Local Governments Committee
Local governments within the Basin have formed the BC Columbia River Treaty Local Governments’ Committee to actively and meaningfully engage in decisions around the future of the Treaty.
Through the Committee, Basin local governments are working together to seek refinements to the Treaty and to address existing domestic issues to improve the quality of life for Basin residents. We are very grateful to the Columbia Basin Trust (CBT) and the Province for ongoing funding for our work.
Image: Kinbasket Reservoir in Spring Drawdown
The Columbia River Treaty (Treaty) was ratified by Canada and the United States (the U.S.) in 1964, resulting in the construction of three dams in Canada – Mica Dam north of Revelstoke; Hugh Keenleyside Dam near Castlegar; and Duncan Dam north of Kaslo – and Libby Dam near Libby, Montana, which creates Koocanusa reservoir that floods 68 kilometres into BC.
Since 1964 the Treaty has provided benefits for the Pacific Northwest region in the U.S. and in BC. However, here in the Canadian portion of the Columbia River Basin (the Basin) – the area that was most impacted by the Treaty – substantial sacrifices were made by residents during the creation of the dams and reservoirs, and impacts continue as a result of hydro operations.

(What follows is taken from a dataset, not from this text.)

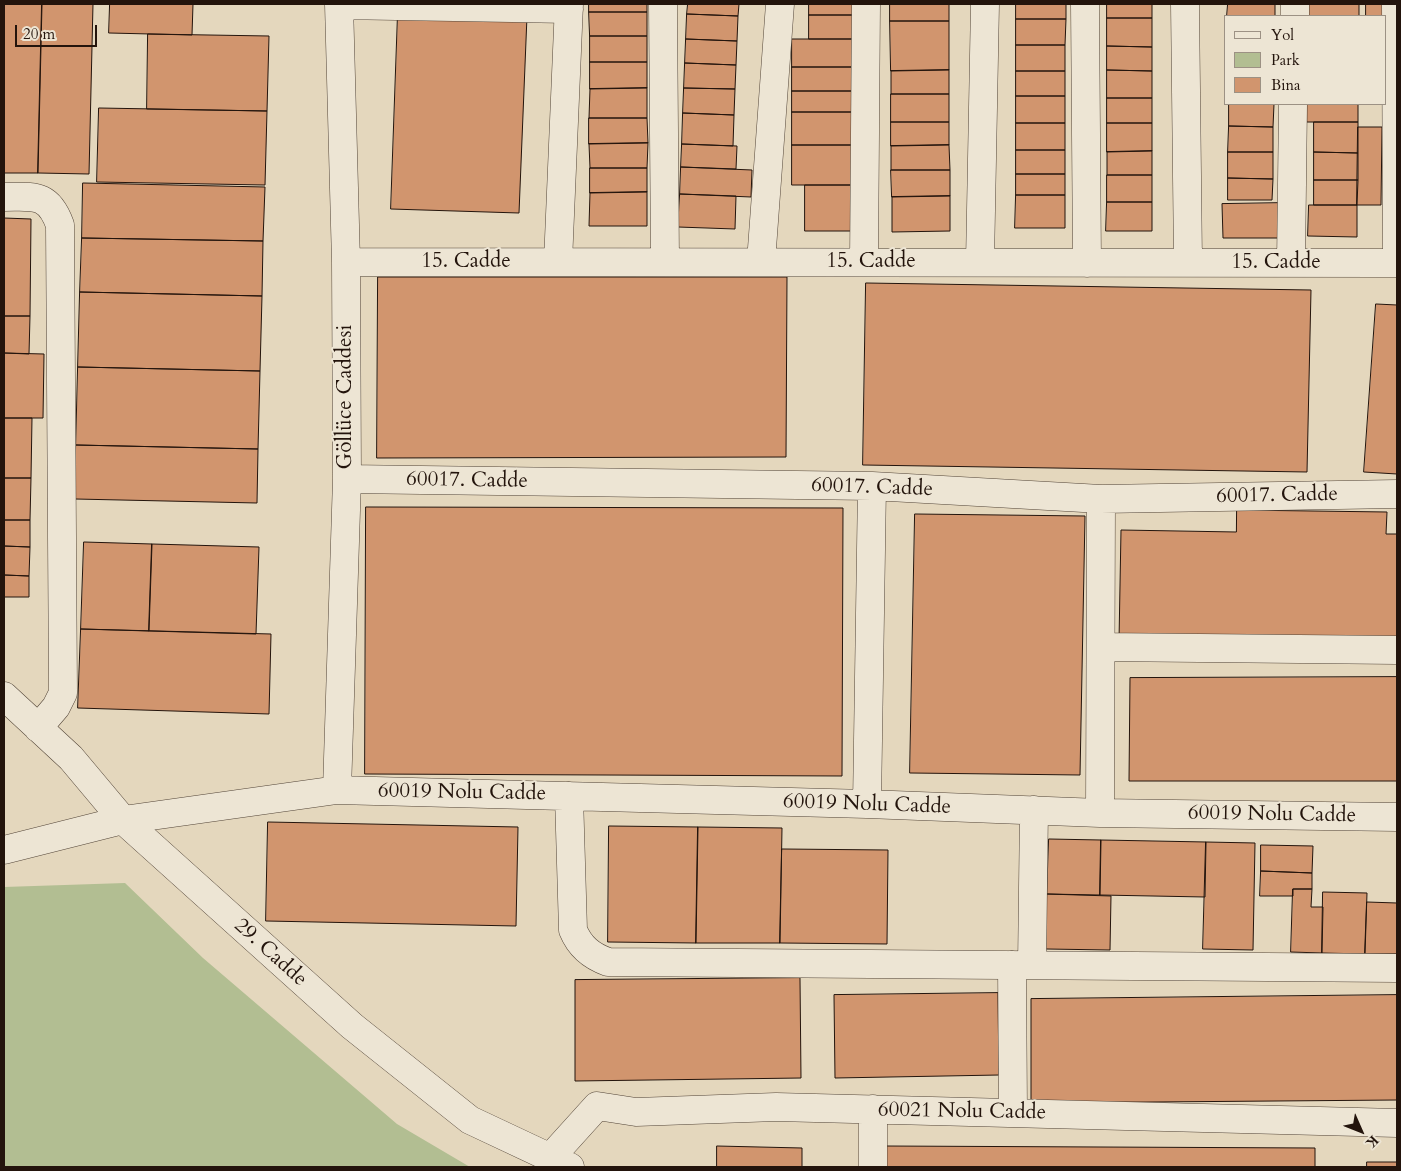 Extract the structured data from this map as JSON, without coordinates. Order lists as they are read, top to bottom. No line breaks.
{"streets":{"street":["15. Cadde","Göllüce Caddesi","60017. Cadde","60019 Nolu Cadde","29. Cadde","60021 Nolu Cadde"]},"crossings":[["15. Cadde","Göllüce Caddesi"],["Göllüce Caddesi","60017. Cadde"],["Göllüce Caddesi","60019 Nolu Cadde"],["60019 Nolu Cadde","29. Cadde"],["29. Cadde","60021 Nolu Cadde"]],"legend":["Yol","Park","Bina"],"scale_bar":"20 m","north":"bottom right"}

Beginning in 2024, either the U.S. or Canada can terminate substantial portions of the Treaty, with at least 10 years’ prior notice. This prompted the BC government – as the level of government with the responsibility to implement the Treaty – and the U.S. to conduct separate reviews, beginning in 2011, to consider whether to continue, amend or terminate the Treaty.
The outcome of both reviews was to negotiate a modernized Treaty, not to terminate. Canada, as the level of government responsible for international treaties, began negotiations with the U.S. in 2018. The province of British Columbia, which implements the treaty, is a key player in this work, along with basin Indigenous Nations.